THE United States open men’s soccer team, including Rock Canyon High School graduate and goalie Jacob Lissek, proudly represented the red, white and blue in Israel at the 19th World Maccabiah Games. In nail-biting fashion, the team defeated Argentina to win the gold medal for the first time.
Lissek and the team arrived in Israel on July 7 for training camp, 10 days prior to the start of competition. A team of athletes, aged 18-35, from all across the country, this was the first time the teammates met one another.
The soccer tournament started with group play. Seventeen teams were divided among four groups.
Uruguay was the U.S.’s first opponent. To much dismay, the team was shut out, 1-0.
“It was a major turning point because up until then, we had a couple scrimmages and had been beating teams pretty easily,” said Lissek.
The loss “was a real wake-up call for us. We came into [the tournament] downplaying the competition. Our heads were in the gold medal game already and we figured we were a shoe in to get there. Our coach [Preston Goldfarb] said [the loss] was the best thing that happened to us.”
Two days later, with an altered formation and Lissek in the goal, the team defeated Denmark 5-0.
To finish out group play, the team had to beat Mexico in order to move on to the quarter finals. The game was tied 2-2 with five minutes left. From far down the field, one of Lissek’s teammates scored the winning goal to give the Americans the 3-2 victory.
Germany was the team’s opponent in the quarter finals. For the second time, Lissek successfully blocked every shot and the team won 7-0.
Lissek said “we started hitting our stride” at this point in the tournament.
In the semifinals, Team U.S.A. squared off against Canada. For the third time, the team shut out its opponent, this time by a score of 5-0.
Finally, the championship game. Against Argentina, the favorite.
After 90 minutes of regulation, the game was deadlocked, 2-2. During the two 15 minute extra-time periods, no shots were converted to goals. Penalty kicks ensued.
Lissek was in the goal, ready to block any shot. With the help of last year’s college season experience, he prevented two of five goals.
“If I try to focus on the whole shoot out, it’s a daunting task, facing five guys from 12 yards out. If I focus on only one guy at a time, then it becomes a lot easier and I don’t worry about previous [shots].”

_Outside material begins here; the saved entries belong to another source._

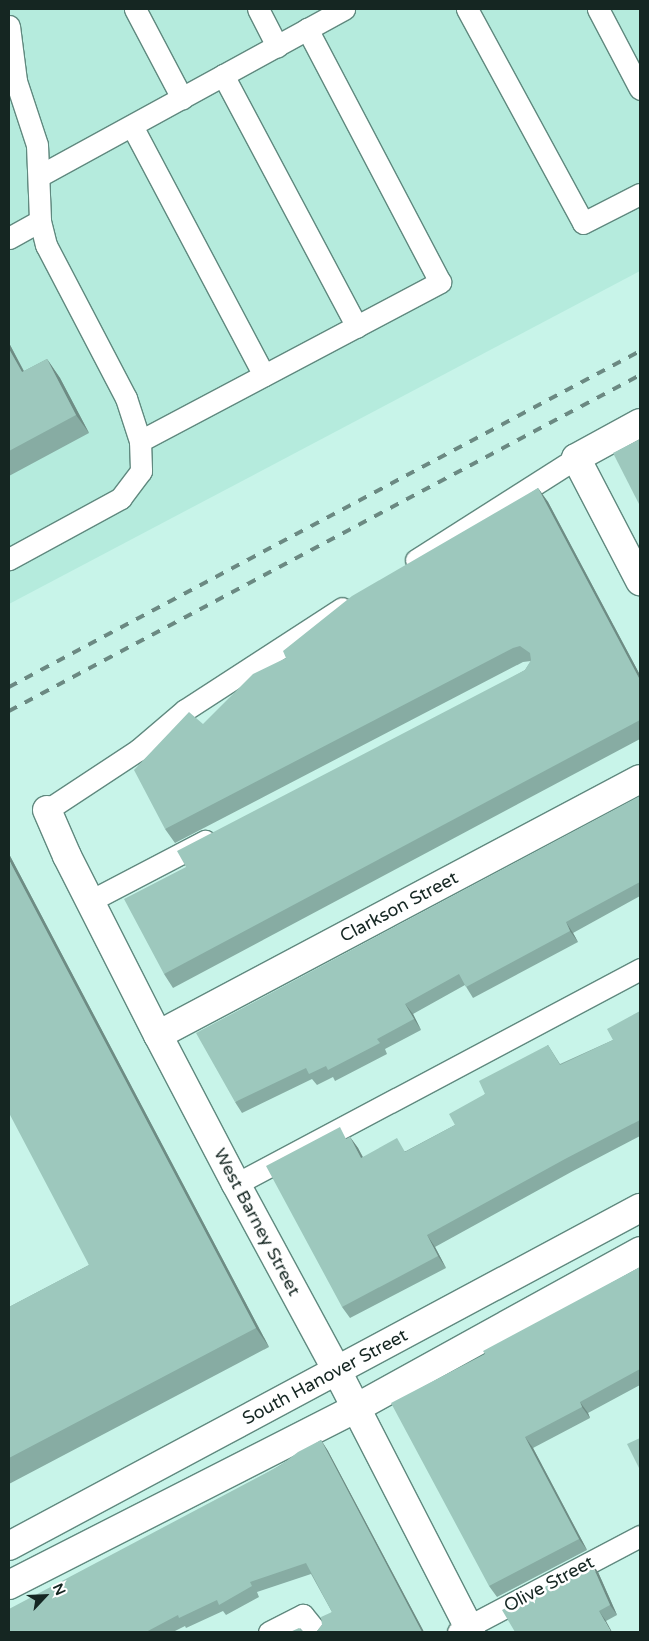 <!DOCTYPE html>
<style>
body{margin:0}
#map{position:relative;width:649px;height:1641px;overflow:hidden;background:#c8f4e9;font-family:"Varela Round",sans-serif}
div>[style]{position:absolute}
.built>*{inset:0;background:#b5ebdd}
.roads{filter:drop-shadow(1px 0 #60897f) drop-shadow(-1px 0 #60897f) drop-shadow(0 1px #60897f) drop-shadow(0 -1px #60897f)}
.service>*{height:21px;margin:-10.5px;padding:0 10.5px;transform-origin:10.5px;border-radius:10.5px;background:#fff}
.minor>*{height:28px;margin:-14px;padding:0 14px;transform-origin:14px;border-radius:14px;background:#fff}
.secondary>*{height:28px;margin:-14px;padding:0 14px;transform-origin:14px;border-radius:14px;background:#fff}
.rail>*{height:4px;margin-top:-2px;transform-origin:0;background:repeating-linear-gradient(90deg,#6b8982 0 9px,transparent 0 18px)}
.wall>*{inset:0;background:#87aca3}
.shaded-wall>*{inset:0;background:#6e8c84}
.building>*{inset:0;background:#9dc8bd}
span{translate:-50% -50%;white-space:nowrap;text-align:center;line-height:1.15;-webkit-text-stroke:5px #fff;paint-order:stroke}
.street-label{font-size:18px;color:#152622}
.frame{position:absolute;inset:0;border:10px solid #152622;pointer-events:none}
.north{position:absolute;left:20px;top:1571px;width:50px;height:50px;-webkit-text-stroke:4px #fff;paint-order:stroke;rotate:65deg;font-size:14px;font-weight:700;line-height:20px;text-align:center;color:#152622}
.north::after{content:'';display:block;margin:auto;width:18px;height:22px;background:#152622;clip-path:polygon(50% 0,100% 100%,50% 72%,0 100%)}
</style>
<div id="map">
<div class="built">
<i style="clip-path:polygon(9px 9px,640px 9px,640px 271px,9px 604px)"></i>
</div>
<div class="roads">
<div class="service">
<i style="left:135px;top:9px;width:101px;rotate:62.2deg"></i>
<i style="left:258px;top:9px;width:42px;rotate:62.8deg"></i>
<i style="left:467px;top:9px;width:243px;rotate:61.5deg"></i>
<i style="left:583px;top:223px;width:64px;rotate:-27deg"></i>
<i style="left:598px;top:9px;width:90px;rotate:62.3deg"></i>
<i style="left:9px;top:26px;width:55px;rotate:82.7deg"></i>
<i style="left:16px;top:81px;width:67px;rotate:71.8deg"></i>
<i style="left:37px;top:145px;width:76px;rotate:87.7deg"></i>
<i style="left:40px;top:221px;width:25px;rotate:76deg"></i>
<i style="left:46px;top:245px;width:173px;rotate:62.4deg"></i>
<i style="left:126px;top:398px;width:45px;rotate:72deg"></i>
<i style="left:140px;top:441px;width:30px;rotate:88deg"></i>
<i style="left:141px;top:471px;width:34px;rotate:127deg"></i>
<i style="left:121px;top:498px;width:128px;rotate:151.4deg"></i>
<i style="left:223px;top:75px;width:285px;rotate:62deg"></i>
<i style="left:132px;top:126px;width:282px;rotate:62.1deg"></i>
<i style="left:39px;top:176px;width:348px;rotate:-28.7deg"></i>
<i style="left:9px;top:238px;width:35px;rotate:-29deg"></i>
<i style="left:140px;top:441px;width:340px;rotate:-27.9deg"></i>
<i style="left:440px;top:282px;width:286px;rotate:-117.7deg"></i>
<i style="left:416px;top:560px;width:190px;rotate:-32.5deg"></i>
<i style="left:47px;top:810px;width:109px;rotate:-33.4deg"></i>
<i style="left:138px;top:750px;width:62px;rotate:-40.4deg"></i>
<i style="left:185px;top:710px;width:187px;rotate:-33deg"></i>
<i style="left:90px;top:901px;width:130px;rotate:-27.6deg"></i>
<i style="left:236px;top:1184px;width:458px;rotate:-28deg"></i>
<i style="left:269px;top:1632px;width:38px;rotate:-27deg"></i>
<i style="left:303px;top:1615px;width:22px;rotate:51deg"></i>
<i style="left:458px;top:1632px;width:206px;rotate:-27.8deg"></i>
</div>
<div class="minor">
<i style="left:640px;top:423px;width:73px;rotate:151.3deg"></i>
<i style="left:576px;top:458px;width:139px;rotate:62.5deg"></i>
<i style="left:47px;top:810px;width:50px;rotate:66.5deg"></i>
<i style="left:67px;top:856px;width:201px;rotate:63.1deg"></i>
<i style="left:158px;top:1035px;width:168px;rotate:62.4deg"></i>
<i style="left:236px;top:1184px;width:213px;rotate:61.6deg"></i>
<i style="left:337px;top:1371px;width:293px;rotate:62.8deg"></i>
<i style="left:158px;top:1035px;width:546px;rotate:-27.97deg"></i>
</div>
<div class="secondary">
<i style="left:9px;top:1546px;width:716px;rotate:-28.18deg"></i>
<i style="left:9px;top:1585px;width:390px;rotate:-27deg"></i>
<i style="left:356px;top:1408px;width:325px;rotate:-28.9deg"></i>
</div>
</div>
<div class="rail">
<i style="left:9px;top:687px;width:715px;rotate:-28.03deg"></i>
<i style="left:9px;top:711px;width:715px;rotate:-28.03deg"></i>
</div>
<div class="wall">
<i style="clip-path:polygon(9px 343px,24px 371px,47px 359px,60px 378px,89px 433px,9px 476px)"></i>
<i style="clip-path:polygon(538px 488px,548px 502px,640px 675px,640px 739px,173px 988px,164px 974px,186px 867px,525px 670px,531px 661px,523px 662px,175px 843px,165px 829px,286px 658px)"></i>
<i style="clip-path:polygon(640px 796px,640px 896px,573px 933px,578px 942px,473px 998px,465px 985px,413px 1014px,421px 1030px,385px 1049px,387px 1054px,335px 1081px,333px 1077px,317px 1085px,312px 1079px,242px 1113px,235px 1102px)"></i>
<i style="clip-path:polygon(9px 854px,269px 1347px,9px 1484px,9px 1307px,89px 1265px)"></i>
<i style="clip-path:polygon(640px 1011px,640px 1136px,573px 1171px,435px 1247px,446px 1268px,350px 1318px,342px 1307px,348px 1138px,350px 1137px,358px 1148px,363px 1157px,406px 1151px,455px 1125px,485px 1094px,548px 1045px,560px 1064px,613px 1040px)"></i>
<i style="clip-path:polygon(640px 1267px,640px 1385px,588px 1413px,590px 1418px,533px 1448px,587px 1550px,497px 1597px,489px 1586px,485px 1354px)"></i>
<i style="clip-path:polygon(321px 1440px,328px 1451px,424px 1632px,317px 1631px,332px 1612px,311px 1574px,257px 1592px,259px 1597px,226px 1615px,223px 1611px,186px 1628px,185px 1626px,173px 1632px,9px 1632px)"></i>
<i style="clip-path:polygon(598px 1572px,617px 1615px,606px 1621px,515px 1632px)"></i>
</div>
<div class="shaded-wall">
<i style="clip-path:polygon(9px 343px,34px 391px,22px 372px,9px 349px)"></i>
<i style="clip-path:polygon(47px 359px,60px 378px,89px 433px,76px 415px)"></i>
<i style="clip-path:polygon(538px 488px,548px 502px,640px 675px,640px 680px)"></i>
<i style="clip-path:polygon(9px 854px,269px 1347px,256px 1328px,9px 860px)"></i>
<i style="clip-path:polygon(566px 922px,573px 933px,578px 942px,570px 931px)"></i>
<i style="clip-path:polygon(405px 1004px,413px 1014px,421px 1030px,414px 1019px)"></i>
<i style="clip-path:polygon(350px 1137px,358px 1148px,369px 1170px,361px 1158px)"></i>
<i style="clip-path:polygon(427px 1235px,435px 1247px,446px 1268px,438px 1256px)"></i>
<i style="clip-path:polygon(580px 1402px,588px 1413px,590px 1418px,582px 1407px)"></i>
<i style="clip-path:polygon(525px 1437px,533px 1448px,587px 1550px,579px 1539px)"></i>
<i style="clip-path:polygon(321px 1440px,328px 1451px,424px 1632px,422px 1632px)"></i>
<i style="clip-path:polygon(591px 1562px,598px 1572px,617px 1615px,610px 1605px)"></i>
<i style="clip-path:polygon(599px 1611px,606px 1621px,612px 1632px,611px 1632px)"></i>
</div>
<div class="building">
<i style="clip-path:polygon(9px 349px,22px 372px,47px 359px,76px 415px,9px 451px)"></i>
<i style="clip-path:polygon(640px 439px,640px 506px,613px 453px)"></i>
<i style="clip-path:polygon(538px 488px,640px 680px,640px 720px,164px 974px,124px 899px,186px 867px,177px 851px,525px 670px,531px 660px,530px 653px,520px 646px,513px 648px,165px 829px,134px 770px,189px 712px,203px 724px,253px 674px,286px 658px,283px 651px,352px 596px)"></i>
<i style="clip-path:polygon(640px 796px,640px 882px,566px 922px,570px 931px,466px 987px,459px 974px,405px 1004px,414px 1019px,377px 1039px,380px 1043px,328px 1070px,326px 1066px,309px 1074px,306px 1068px,235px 1102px,196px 1033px)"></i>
<i style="clip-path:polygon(9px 860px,256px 1328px,9px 1458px,9px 1307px,89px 1265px,9px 1113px)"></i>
<i style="clip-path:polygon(640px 1011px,640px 1120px,565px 1159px,427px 1235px,438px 1256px,342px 1307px,266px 1166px,340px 1127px,346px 1139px,350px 1137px,361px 1158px,397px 1138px,405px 1152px,455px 1125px,449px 1114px,485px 1094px,479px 1081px,548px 1045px,560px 1065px,613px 1040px,607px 1029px)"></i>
<i style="clip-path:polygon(640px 1267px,640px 1369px,580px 1402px,582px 1407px,525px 1437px,579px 1539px,489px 1586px,391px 1403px,485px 1354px,483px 1351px)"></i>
<i style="clip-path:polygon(640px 1438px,640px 1470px,627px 1444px)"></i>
<i style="clip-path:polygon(321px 1440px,422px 1632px,313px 1632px,317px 1631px,322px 1625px,321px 1617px,332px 1612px,306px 1563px,250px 1582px,252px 1586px,219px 1605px,217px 1600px,179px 1618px,178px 1615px,146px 1632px,9px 1632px,9px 1609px,281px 1465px,298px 1452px)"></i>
<i style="clip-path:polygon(591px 1562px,610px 1605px,599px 1611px,611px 1632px,515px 1632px,502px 1610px)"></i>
<i style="clip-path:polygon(299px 1628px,304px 1632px,290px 1632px)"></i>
</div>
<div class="street-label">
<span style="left:399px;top:907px;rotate:-28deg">Clarkson Street</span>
<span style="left:257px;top:1222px;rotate:62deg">West Barney Street</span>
<span style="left:325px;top:1377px;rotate:-28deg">South Hanover Street</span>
<span style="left:549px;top:1584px;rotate:-28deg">Olive Street</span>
</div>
<div class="frame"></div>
<div class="north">N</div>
</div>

In the most exciting way possible, the Americans triumphed over the Argentineans, 4-3. The winning penalty kick was scored by the only returning open team member and team captain, Scott Rowling.
After a 76-year dry spell — the entire existence of the World Maccabiah Games in Israel — the men’s soccer team finally won the gold medal.
“OUR coach said before the game, ‘It’s not often that you get a chance to do something no one has done before.’
“To take that away — the first soccer team on the men’s side to win gold — that’s something that no matter how many times [the US] wins gold in the future, we will always be the first. That’s pretty cool to think about.”
Had it not been for Seth Roland, Lissek’s soccer coach at Fairleigh Dickinson University and 2009 Maccabi coach, Lissek wouldn’t have thought about participating. He’s very thankful he was able to represent America in the Jewish homeland.
“It exceeded my expectations, not only with soccer but with touring,” said Lissek.
Being in Israel was “awe-inspiring. I got a deeper connection than I thought I would.”
On the soccer pitch, “to look around and have everybody be Jewish was special to see. It’s not often, or ever, that that happens.”
Lissek found it very interesting that countries one wouldn’t expect to have a strong Jewish soccer team, do.
“Most of them have been playing together on a club team. They don’t have big tryouts like we have. It was very cool to know that there are Jews all over the world playing soccer at competitive levels.”
Lissek, son of Dan and Ellyn Lissek of Highlands Ranch, is now preparing for his senior year of soccer.
He will play against two of his Maccabi teammates when Fairleigh Dickinson faces Northwestern. After graduation, he hopes to play professional soccer or coach.
“I have a real passion for the sport. I’m a director of a youth goalkeeping club [in New Jersey], and in Denver, I coach and ref. [My dad and I] always watch soccer on TV.
“It’s such a wonderful part of my life.”